Dating Disappointments
If you’ve ever attempted to enter the shark-infested waters of online dating, you understand the feeling of disappointment that can somehow arise from an encounter with a complete stranger. This, I believe, is due to the fact that many people online are liars. In some way, they misrepresent who they are.
The most common of these is the married individual, who, for whatever reason, finds they are in a ” loveless” marriage. “We haven’t had sex for years!” these types lament. “But I can’t leave. I’m the beneficiary on a multimillion dollar inheritance and the doctors have only given her six weeks to live.” Okay, so I haven’t gotten that line exactly, but I’ve gotten some version of it. It’s always the same: loveless marriage but I’m hanging in there for the money or kids. I personally suspect neither is true. These people are trolls.

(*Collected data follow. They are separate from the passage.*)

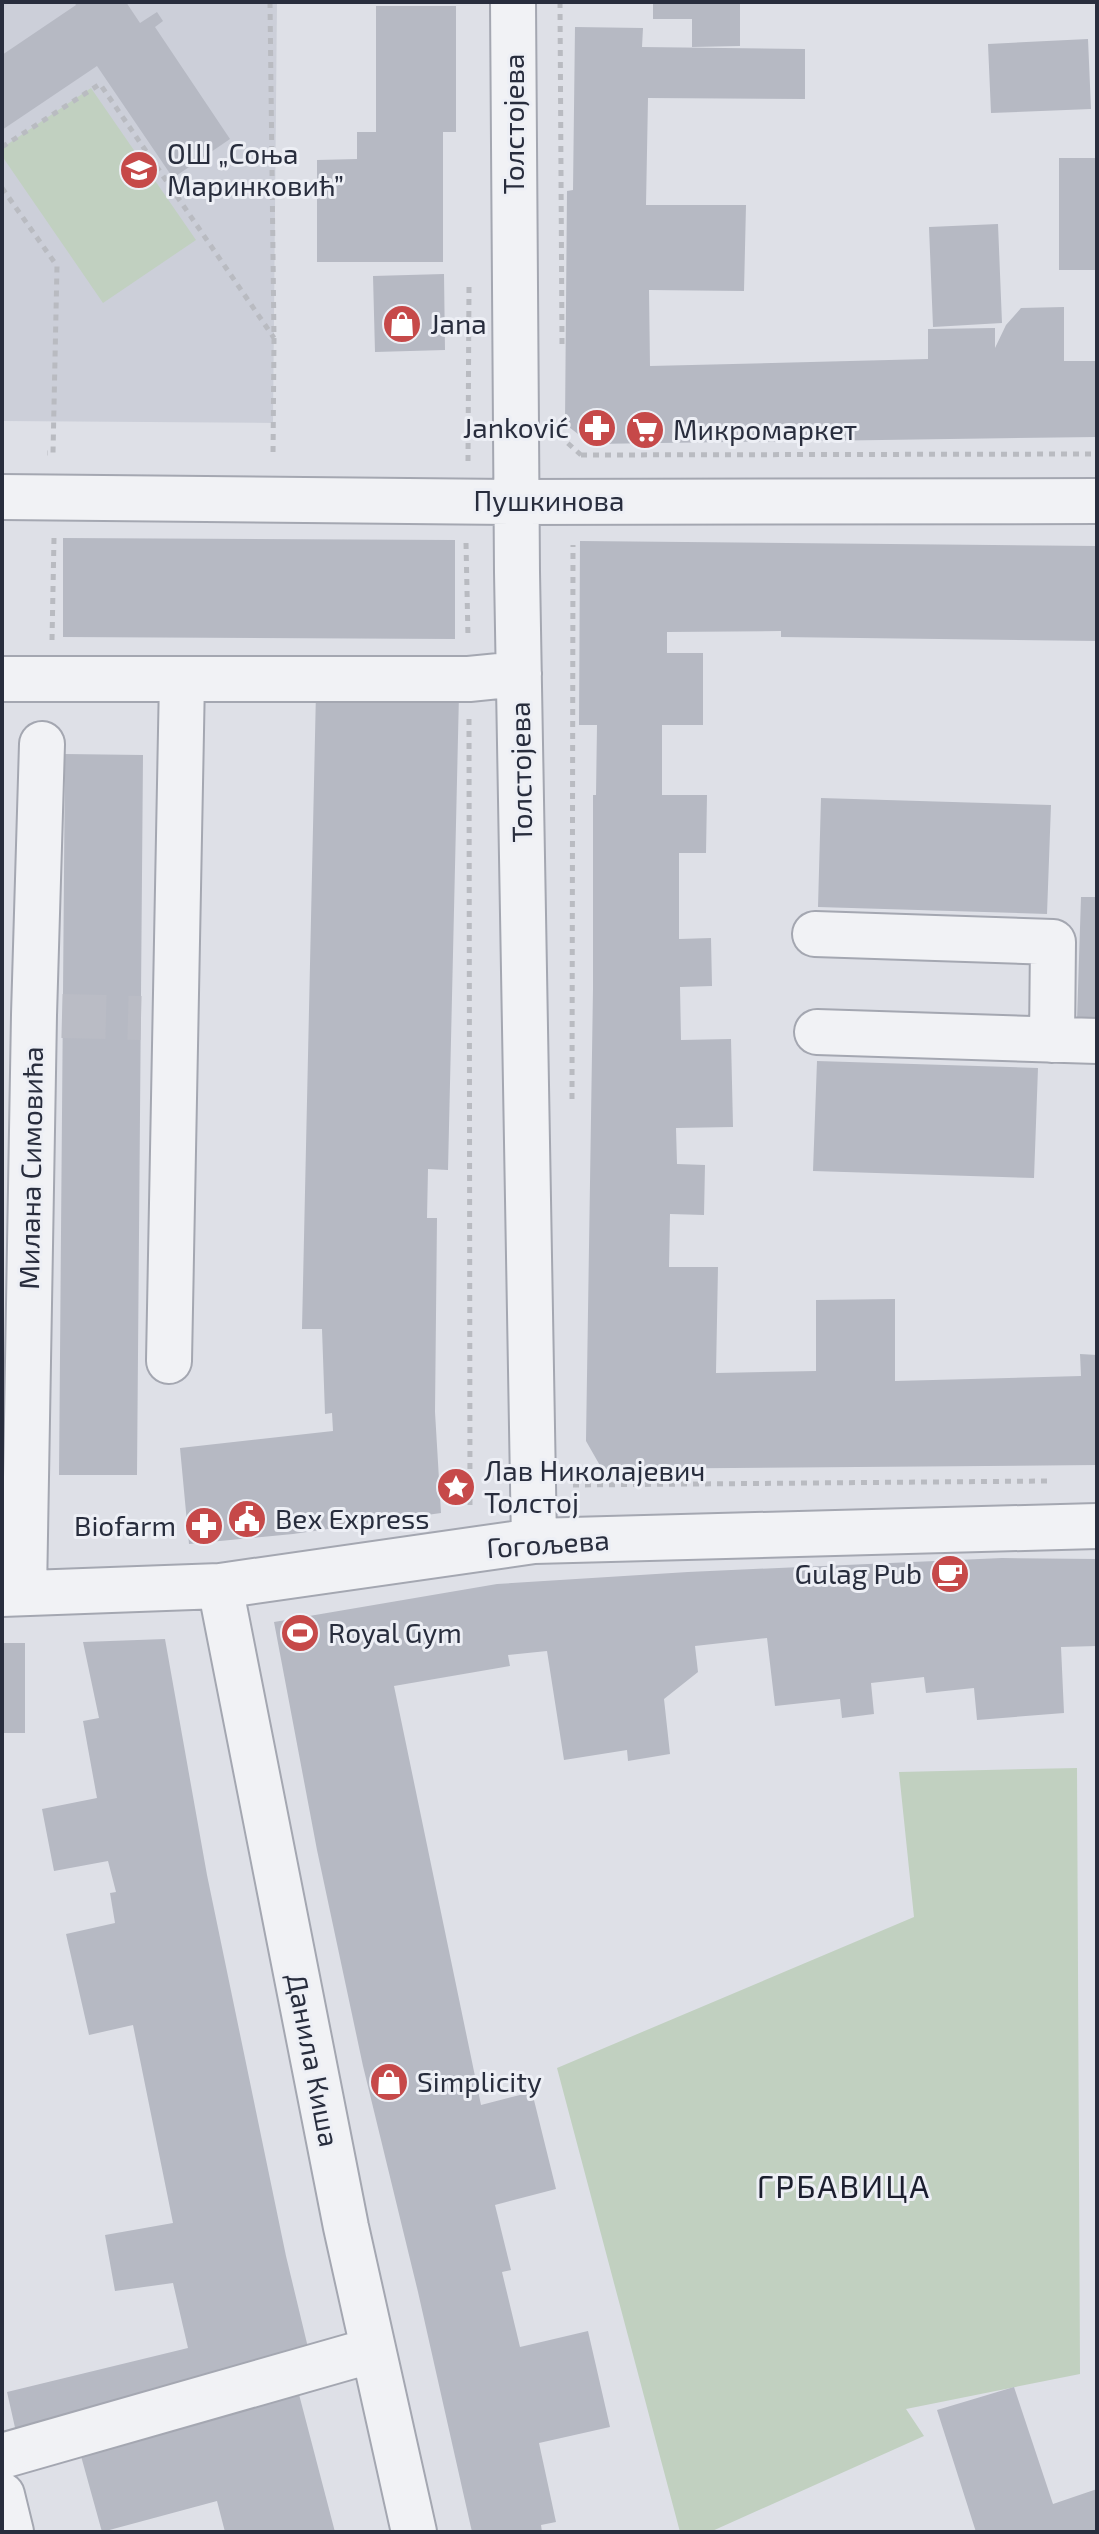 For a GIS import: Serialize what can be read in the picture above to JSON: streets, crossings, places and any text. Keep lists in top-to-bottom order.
{
  "streets": {
    "street": [
      "Толстојева",
      "Пушкинова",
      "Милана Симовића",
      "Гогољева",
      "Данила Киша"
    ]
  },
  "crossings": [
    ["Толстојева", "Пушкинова"],
    ["Толстојева", "Гогољева"],
    ["Милана Симовића", "Гогољева"],
    ["Гогољева", "Данила Киша"]
  ],
  "districts": ["ГРБАВИЦА"],
  "places": {
    "school or university": ["ОШ „Соња Маринковић”"],
    "shop": ["Jana", "Simplicity"],
    "pharmacy": ["Janković", "Biofarm"],
    "supermarket": ["Микромаркет"],
    "place": ["Лав Николајевич Толстој"],
    "public building": ["Bex Express"],
    "cafe": ["Gulag Pub"],
    "sports": ["Royal Gym"]
  }
}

These, though, are the obvious disappointments because, if you are even a little bit savvy, you can pick up the clues that indicate the dude’s looking for sex with no commitment.
The tough ones are the ones who appear decent and real. They, in fact, anywhere else but online, may even be decent and real. But in digital world, they connect with you, first in a message on the stupid dating site, then later via email, and eventually through text or phone calls. You sense a liking, at first, an attraction, which grows with each contact until you’re very nearly ready to marry the guy without ever having met him.
Then you meet him.
It would be one thing if he didn’t look anything like his photos. It would be another if he was far too short, too tall, too overweight, too bald if you hate bald.

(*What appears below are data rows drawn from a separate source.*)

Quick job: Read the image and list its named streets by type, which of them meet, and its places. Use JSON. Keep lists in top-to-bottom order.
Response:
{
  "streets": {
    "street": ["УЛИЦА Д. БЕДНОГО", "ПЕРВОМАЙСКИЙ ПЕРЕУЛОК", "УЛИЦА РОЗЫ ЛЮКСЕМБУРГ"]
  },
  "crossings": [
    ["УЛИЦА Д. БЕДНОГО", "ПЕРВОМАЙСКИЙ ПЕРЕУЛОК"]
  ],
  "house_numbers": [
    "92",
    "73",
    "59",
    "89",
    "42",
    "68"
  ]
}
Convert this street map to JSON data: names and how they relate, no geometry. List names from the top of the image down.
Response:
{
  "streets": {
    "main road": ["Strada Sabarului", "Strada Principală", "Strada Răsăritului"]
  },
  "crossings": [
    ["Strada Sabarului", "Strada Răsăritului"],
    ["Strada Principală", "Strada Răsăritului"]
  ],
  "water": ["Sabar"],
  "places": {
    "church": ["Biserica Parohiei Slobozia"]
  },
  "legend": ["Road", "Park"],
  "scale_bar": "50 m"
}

But you meet him and he is exactly the person he conveyed himself to be digitally. He looks exactly like you thought he would. He sounds, acts, looks, is, the person you grew to be so interested and intrigued with online.
But in an instant, in a microsecond of time, upon meeting, you somehow sense his reaction to your physical self: this meeting isn’t the same for him. He is disappointed. What he could have been expecting you don’t know. You didn’t lie about your age, your pictures were accurate, and you had an accurate and recent full-body shot included. Yet, something, somewhere, between his digital fantasy and your present reality got lost in translation.

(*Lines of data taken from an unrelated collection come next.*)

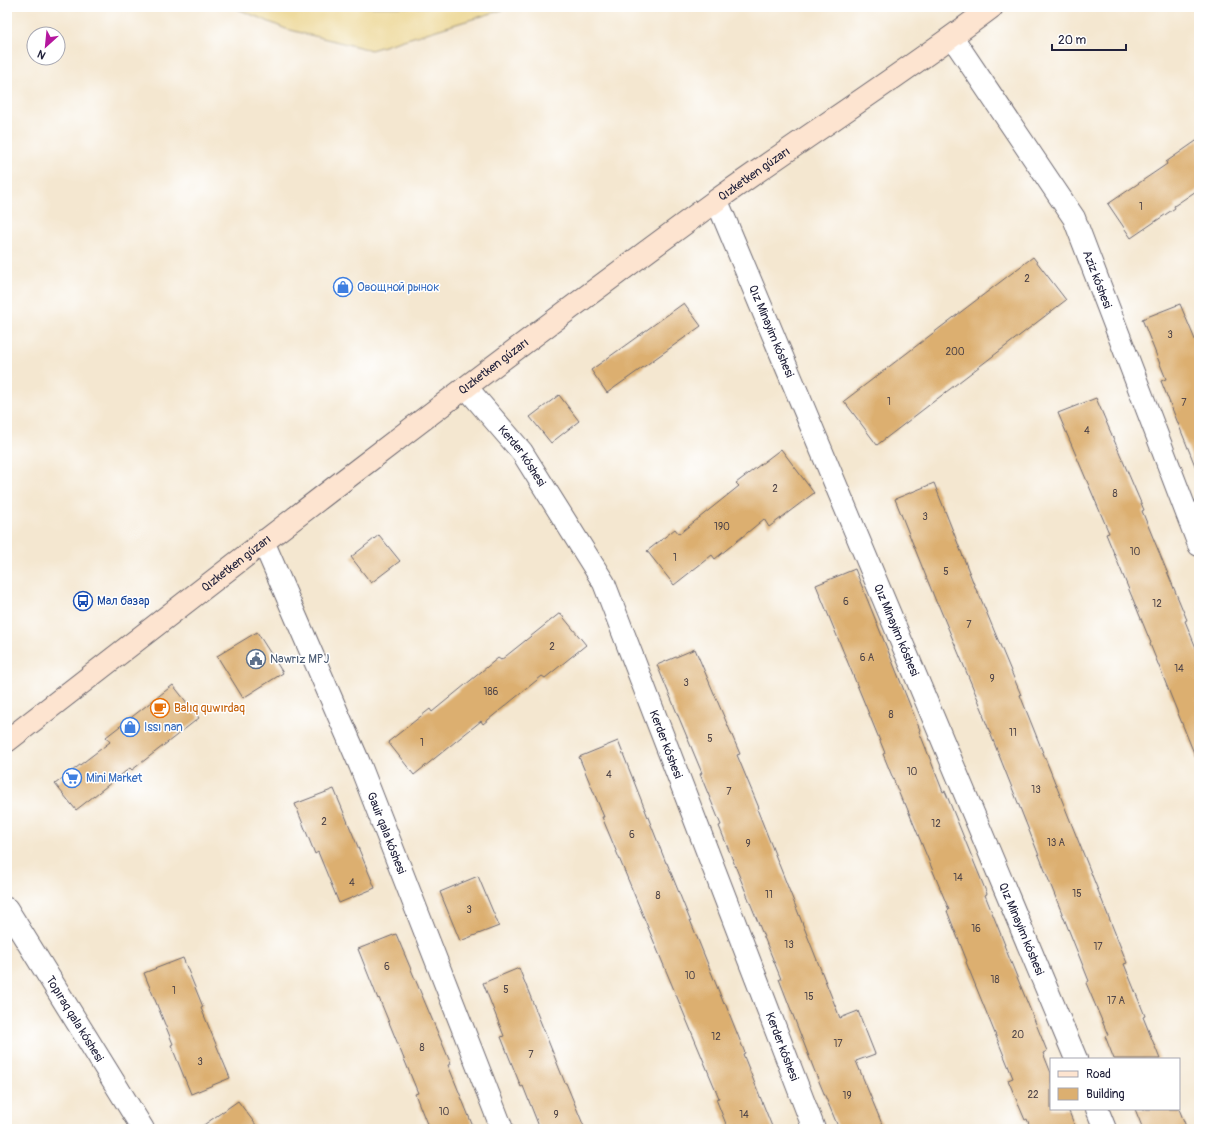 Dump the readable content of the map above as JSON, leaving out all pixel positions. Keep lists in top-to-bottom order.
{
  "streets": {
    "street": [
      "Qızketken gúzarı",
      "Aziz kóshesi",
      "Qız Minayim kóshesi",
      "Kerder kóshesi",
      "Gauir qala kóshesi",
      "Topıraq qala kóshesi"
    ]
  },
  "crossings": [
    ["Qızketken gúzarı", "Aziz kóshesi"],
    ["Qızketken gúzarı", "Qız Minayim kóshesi"],
    ["Qızketken gúzarı", "Kerder kóshesi"],
    ["Qızketken gúzarı", "Gauir qala kóshesi"]
  ],
  "places": {
    "shop": ["Овощной рынок", "Issı nan"],
    "bus stop": ["Мал базар"],
    "public building": ["Nawrız MPJ"],
    "cafe": ["Balıq quwırdaq"],
    "supermarket": ["Mini Market"]
  },
  "house_numbers": [
    "1",
    "2",
    "3",
    "200",
    "1",
    "7",
    "4",
    "2",
    "8",
    "3",
    "190",
    "10",
    "1",
    "5",
    "6",
    "12",
    "7",
    "2",
    "6 А",
    "14",
    "9",
    "3",
    "186",
    "8",
    "11",
    "5",
    "1",
    "10",
    "4",
    "13",
    "7",
    "2",
    "12",
    "6",
    "13 А",
    "9",
    "14",
    "4",
    "15",
    "11",
    "8",
    "3",
    "16",
    "13",
    "17",
    "6",
    "10",
    "18",
    "5",
    "1",
    "15",
    "17 А",
    "20",
    "12",
    "17",
    "8",
    "7",
    "3",
    "22",
    "19",
    "10",
    "9",
    "14"
  ],
  "legend": ["Road", "Building"],
  "scale_bar": "20 m",
  "north": "bottom left"
}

He’s a great guy. He’s intelligent, thoughtful, sensitive, decent. But you could tell immediately that you were not quite what he was expecting…for whatever reason. But you both forge ahead through the meet up, finding quite a bit to discuss, making nice until an appropriate time when you can part ways without it being too obvious that you can’t wait to get out of there.
You go your way, he goes his. There might be a smattering of polite after-meetup discourse, but soon all you hear is silence. While he might not unfriend you on Facebook, he’s suddenly stopped liking or commenting on your posts. The emails stop cold. The texts disappear. You get the picture pretty quickly, after all, you sensed he was disappointed almost immediately, and you’ve traveled this path before. The feelings weren’t mutual…for whatever reason. For whatever reason, though you were as honest as you could be, he was disappointed about how you looked.
This is the maddening thing about online dating. Men who don’t look any more fantastic than you, what with their short stature, gray hair, beer gut, and wrinkled visage, dare to sit in judgement on you, and by their behavior pronounce you unworthy, or worse, unattractive. They would never say it to your face, but they tell you by disappearing just as quickly as they came.
It makes one want to scream at the top of their voice, “WHO THE FUCKING HELL ARE YOU??! You’re fat, short, wrinkled have gray hair. I’m none of these and you spurn me? What exactly did you expect of someone my age? What the hell? I thought, and you indicated, that you were about something more authentic than the surface view. I guess I was wrong.”
But instead, you say nothing, and all your anger and disappointment dissipate into a tiny, muffled sob that you quickly stuff deep down, as you realize once again you’ve been rejected.
You realize it is part of the game. You realize you shouldn’t take it personally, that this isn’t about you. You don’t care. You don’t like this game.